Che cos’è la sindrome metabolica
La sindrome metabolica è una condizione in cui una persona presenta insieme diversi problemi, come una pressione arteriosa alta (≥ 130/85 mmHg) e alterazioni del metabolismo. Questi disturbi aumentano il rischio di sviluppare malattie cardiovascolari, cioè problemi al cuore e ai vasi sanguigni.
Spesso la sindrome metabolica è legata all'obesità centrale, cioè all’accumulo di grasso soprattutto nella zona della pancia. Questo tipo di obesità sembra essere un fattore chiave che porta a questi disturbi.
Quanto è diffusa l’obesità e la sindrome metabolica
L’obesità è un problema molto diffuso nei paesi industrializzati. Negli Stati Uniti, per esempio, il 65% degli adulti è in sovrappeso e il 31% è obeso. Anche in Europa e in Italia la situazione è simile, con un aumento costante dell’obesità negli ultimi anni.
- Circa la metà degli adulti europei è in sovrappeso.
- Il 20-30% è obeso.
- In Italia, un uomo su due e una donna su quattro sono in sovrappeso.
- Molti bambini sono già in sovrappeso o obesi, con rischi per la salute anche in età precoce.
L’importanza di riconoscere e misurare il rischio
I medici specialisti in malattie del cuore sono molto attenti a valutare il peso e la circonferenza della pancia dei pazienti, perché questi sono fattori di rischio importanti per le malattie cardiovascolari. La misurazione della circonferenza addominale è ormai una pratica comune per aiutare a capire meglio il rischio individuale.
Come si affronta l’obesità e la sindrome metabolica
Il primo passo è sempre modificare lo stile di vita:
- Seguire un’alimentazione equilibrata e non eccessiva.
- Aumentare l’attività fisica e ridurre la sedentarietà.

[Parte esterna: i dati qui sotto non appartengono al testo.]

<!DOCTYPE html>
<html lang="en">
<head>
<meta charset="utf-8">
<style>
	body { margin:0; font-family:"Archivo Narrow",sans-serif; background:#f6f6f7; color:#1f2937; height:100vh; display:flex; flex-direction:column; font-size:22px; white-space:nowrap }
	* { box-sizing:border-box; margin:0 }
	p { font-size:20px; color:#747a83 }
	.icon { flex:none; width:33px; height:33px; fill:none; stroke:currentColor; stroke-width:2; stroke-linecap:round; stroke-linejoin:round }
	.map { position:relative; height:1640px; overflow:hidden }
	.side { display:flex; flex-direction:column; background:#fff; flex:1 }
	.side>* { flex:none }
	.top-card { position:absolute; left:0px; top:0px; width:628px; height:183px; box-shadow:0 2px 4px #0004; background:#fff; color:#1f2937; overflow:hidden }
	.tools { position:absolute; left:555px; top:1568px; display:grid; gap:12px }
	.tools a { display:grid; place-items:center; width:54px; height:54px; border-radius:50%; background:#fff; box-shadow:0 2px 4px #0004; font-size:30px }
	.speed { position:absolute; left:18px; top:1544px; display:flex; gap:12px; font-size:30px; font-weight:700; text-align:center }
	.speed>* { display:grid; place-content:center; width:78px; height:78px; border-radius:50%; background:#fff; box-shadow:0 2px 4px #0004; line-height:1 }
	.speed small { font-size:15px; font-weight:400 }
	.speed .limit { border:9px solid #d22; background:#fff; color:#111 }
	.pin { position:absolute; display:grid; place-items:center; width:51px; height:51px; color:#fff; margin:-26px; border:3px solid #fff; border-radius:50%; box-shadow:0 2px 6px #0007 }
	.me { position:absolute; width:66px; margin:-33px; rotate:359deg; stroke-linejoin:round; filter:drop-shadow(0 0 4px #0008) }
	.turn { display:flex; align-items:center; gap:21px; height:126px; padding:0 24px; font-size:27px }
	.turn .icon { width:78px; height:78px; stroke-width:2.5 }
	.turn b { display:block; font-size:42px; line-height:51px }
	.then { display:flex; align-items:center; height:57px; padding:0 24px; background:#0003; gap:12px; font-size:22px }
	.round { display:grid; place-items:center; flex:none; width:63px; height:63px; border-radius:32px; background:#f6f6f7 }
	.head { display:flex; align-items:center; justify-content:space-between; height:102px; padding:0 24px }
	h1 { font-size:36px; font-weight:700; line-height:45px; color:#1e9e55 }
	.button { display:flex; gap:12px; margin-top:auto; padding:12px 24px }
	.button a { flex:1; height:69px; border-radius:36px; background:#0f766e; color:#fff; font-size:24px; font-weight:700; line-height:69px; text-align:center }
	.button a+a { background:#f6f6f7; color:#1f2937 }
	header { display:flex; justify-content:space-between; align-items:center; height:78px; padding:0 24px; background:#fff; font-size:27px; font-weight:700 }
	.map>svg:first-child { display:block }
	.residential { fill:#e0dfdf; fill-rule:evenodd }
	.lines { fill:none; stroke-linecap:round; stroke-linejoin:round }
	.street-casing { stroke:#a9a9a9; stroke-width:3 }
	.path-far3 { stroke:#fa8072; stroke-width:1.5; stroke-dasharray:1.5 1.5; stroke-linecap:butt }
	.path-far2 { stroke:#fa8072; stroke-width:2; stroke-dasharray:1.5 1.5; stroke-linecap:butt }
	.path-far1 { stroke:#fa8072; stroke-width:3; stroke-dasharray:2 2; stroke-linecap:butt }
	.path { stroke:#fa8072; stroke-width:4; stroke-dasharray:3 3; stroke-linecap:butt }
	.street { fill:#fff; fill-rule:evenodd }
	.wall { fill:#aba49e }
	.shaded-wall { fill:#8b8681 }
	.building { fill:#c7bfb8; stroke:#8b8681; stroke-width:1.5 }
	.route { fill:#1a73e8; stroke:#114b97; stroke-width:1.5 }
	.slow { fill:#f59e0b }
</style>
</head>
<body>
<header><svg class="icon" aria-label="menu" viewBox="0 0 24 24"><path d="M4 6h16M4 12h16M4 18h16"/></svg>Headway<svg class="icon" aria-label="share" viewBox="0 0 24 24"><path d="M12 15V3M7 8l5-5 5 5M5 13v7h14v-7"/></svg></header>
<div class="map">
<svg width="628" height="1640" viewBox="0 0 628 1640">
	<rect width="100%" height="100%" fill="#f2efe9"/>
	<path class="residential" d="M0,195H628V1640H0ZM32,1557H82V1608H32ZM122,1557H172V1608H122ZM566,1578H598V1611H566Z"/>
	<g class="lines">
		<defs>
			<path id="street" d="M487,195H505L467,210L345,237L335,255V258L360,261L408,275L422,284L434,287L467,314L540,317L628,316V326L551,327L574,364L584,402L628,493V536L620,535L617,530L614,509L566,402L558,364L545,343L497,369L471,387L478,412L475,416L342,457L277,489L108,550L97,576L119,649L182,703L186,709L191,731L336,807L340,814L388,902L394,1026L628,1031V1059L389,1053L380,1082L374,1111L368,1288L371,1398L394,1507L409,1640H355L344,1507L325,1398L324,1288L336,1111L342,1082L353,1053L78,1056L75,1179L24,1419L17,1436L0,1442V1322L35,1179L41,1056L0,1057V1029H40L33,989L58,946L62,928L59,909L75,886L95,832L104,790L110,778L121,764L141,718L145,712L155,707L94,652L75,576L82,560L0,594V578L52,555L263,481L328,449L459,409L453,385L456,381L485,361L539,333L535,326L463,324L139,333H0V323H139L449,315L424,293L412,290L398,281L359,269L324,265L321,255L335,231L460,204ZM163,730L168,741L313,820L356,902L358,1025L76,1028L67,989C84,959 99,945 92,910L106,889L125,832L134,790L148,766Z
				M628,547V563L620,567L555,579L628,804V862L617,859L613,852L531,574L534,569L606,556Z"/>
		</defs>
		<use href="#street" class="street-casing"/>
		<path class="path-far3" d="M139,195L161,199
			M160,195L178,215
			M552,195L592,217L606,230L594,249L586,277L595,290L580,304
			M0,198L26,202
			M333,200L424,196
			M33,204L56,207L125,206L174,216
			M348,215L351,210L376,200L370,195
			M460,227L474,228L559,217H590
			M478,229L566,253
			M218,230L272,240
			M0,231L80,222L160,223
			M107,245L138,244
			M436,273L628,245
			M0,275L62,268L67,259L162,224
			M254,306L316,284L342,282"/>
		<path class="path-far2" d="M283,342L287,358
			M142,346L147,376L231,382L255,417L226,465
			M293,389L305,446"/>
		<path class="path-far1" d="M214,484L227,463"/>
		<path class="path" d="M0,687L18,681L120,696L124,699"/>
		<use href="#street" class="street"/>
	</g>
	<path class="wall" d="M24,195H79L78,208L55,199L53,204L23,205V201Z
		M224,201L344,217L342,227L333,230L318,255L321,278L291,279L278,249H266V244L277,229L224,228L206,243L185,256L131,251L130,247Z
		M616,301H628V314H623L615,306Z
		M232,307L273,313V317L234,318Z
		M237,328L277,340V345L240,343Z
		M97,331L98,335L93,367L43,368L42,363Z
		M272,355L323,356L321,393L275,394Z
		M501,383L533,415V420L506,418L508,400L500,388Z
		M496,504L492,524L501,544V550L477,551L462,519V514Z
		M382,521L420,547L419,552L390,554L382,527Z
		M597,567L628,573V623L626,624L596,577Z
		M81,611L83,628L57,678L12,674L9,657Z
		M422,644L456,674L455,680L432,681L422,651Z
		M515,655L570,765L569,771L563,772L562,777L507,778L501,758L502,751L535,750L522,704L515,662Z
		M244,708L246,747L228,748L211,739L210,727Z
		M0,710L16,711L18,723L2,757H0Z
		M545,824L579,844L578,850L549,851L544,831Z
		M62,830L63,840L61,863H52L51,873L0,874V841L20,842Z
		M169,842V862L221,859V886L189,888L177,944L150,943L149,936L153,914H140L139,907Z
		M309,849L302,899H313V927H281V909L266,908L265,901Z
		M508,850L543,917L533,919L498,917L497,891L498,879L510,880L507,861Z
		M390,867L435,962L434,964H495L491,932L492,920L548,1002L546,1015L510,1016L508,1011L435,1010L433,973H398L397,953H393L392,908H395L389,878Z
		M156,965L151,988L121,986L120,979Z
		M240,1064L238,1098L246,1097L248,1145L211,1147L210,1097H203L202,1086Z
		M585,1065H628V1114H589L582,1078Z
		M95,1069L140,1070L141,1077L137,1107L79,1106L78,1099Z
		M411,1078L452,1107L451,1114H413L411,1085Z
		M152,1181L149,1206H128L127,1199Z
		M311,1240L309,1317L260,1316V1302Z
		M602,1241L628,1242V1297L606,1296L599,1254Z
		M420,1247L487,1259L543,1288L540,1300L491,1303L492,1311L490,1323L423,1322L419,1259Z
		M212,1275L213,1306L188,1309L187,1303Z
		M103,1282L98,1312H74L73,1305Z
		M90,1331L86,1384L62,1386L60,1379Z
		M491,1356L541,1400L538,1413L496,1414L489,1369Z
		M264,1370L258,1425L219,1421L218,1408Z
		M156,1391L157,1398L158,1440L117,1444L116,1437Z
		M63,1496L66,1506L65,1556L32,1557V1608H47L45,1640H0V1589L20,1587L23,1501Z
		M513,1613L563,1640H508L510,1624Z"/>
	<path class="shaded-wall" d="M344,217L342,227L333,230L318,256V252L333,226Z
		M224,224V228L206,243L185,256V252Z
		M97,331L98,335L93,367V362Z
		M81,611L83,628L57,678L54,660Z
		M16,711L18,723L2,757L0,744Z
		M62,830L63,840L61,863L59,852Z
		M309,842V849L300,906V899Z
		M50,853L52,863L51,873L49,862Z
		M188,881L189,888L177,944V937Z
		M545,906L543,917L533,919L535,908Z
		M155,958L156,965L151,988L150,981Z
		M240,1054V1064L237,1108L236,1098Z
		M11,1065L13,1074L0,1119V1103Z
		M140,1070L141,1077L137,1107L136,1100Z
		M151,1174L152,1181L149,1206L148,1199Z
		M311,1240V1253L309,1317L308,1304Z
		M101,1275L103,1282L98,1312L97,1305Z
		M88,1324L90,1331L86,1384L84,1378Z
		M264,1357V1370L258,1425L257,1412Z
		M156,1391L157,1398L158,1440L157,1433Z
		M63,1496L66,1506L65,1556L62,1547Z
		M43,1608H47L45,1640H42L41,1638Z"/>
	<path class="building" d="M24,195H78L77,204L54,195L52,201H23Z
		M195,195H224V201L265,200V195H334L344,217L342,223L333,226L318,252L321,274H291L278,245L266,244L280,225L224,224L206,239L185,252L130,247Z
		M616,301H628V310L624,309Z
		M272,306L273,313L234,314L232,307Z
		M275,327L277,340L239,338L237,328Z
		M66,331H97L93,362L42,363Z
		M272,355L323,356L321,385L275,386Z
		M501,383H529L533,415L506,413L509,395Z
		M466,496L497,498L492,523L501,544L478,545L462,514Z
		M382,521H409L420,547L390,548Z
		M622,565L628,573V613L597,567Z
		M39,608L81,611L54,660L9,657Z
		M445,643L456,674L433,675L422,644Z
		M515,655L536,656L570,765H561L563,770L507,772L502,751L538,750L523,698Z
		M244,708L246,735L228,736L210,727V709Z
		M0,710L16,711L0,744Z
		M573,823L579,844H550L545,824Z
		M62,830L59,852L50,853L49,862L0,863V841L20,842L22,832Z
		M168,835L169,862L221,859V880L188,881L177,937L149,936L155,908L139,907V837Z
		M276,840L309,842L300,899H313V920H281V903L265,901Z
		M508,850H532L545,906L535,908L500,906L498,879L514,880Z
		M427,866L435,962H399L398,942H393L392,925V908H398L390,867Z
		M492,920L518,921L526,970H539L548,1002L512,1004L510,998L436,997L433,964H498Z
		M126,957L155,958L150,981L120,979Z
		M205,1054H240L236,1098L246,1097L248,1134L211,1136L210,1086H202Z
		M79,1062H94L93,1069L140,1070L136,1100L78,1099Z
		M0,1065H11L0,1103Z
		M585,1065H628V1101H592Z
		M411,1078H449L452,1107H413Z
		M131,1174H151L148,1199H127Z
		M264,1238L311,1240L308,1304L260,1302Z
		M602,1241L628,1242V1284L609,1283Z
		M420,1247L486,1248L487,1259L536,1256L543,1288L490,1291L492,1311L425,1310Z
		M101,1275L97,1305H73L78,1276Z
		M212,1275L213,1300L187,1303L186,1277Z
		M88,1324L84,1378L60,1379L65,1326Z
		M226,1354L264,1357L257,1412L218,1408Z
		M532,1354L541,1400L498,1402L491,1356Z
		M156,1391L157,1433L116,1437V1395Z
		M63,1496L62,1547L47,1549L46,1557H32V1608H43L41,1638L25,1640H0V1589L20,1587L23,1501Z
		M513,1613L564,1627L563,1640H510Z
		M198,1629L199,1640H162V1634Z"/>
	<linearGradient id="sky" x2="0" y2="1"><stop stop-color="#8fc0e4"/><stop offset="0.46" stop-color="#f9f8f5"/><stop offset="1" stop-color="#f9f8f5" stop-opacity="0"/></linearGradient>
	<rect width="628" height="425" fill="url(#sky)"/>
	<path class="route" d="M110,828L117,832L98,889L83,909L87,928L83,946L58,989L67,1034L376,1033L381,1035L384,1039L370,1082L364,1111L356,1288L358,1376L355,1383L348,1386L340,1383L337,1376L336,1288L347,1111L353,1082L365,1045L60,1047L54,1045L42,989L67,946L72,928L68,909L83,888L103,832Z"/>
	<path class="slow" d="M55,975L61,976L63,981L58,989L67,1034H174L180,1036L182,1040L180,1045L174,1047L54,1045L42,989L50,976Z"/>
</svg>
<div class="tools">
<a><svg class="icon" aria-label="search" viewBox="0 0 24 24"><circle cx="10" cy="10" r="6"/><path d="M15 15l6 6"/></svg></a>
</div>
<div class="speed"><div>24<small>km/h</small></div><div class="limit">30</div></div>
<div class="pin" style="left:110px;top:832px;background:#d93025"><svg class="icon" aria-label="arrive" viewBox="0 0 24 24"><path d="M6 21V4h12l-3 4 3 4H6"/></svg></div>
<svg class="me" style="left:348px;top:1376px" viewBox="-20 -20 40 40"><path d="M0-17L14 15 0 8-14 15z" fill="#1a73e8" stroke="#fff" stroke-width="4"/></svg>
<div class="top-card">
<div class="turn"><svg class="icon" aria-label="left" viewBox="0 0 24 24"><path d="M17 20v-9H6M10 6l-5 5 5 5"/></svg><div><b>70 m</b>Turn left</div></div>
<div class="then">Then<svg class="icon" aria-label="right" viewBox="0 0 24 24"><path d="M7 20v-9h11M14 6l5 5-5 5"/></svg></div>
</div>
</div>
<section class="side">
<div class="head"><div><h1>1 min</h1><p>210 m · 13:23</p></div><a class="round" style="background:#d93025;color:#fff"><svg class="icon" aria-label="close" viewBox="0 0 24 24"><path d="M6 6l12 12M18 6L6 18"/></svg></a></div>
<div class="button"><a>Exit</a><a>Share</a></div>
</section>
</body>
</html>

Questi cambiamenti sono fondamentali, ma spesso difficili da mantenere nel tempo. Molti pazienti faticano a perdere peso in modo stabile, e possono ritornare al peso iniziale, un fenomeno chiamato "effetto yo-yo", che può peggiorare la salute.
Il ruolo dei farmaci
Oltre allo stile di vita, alcuni medici usano farmaci per aiutare a perdere peso. Tra questi, i più usati sono la metformina, l’orlistat e la sibutramina. Tuttavia, molti specialisti non sono completamente soddisfatti dei risultati ottenuti con i farmaci attuali.
Un farmaco nuovo, chiamato rimonabant, agisce su un sistema del corpo chiamato sistema endocannabinoide, che regola il bilancio energetico e il metabolismo. Studi recenti hanno mostrato che il rimonabant può aiutare a ridurre il peso e migliorare alcuni parametri legati al cuore e al metabolismo.
In conclusione
La sindrome metabolica, con al centro l’obesità soprattutto addominale, è un problema crescente che aumenta il rischio di malattie del cuore. I medici sono molto attenti a questo aspetto, ma affrontare l’obesità è complesso. Cambiare lo stile di vita è essenziale, ma spesso non basta. Nuove terapie farmacologiche, come il rimonabant, offrono speranze per un migliore controllo di questa condizione in futuro.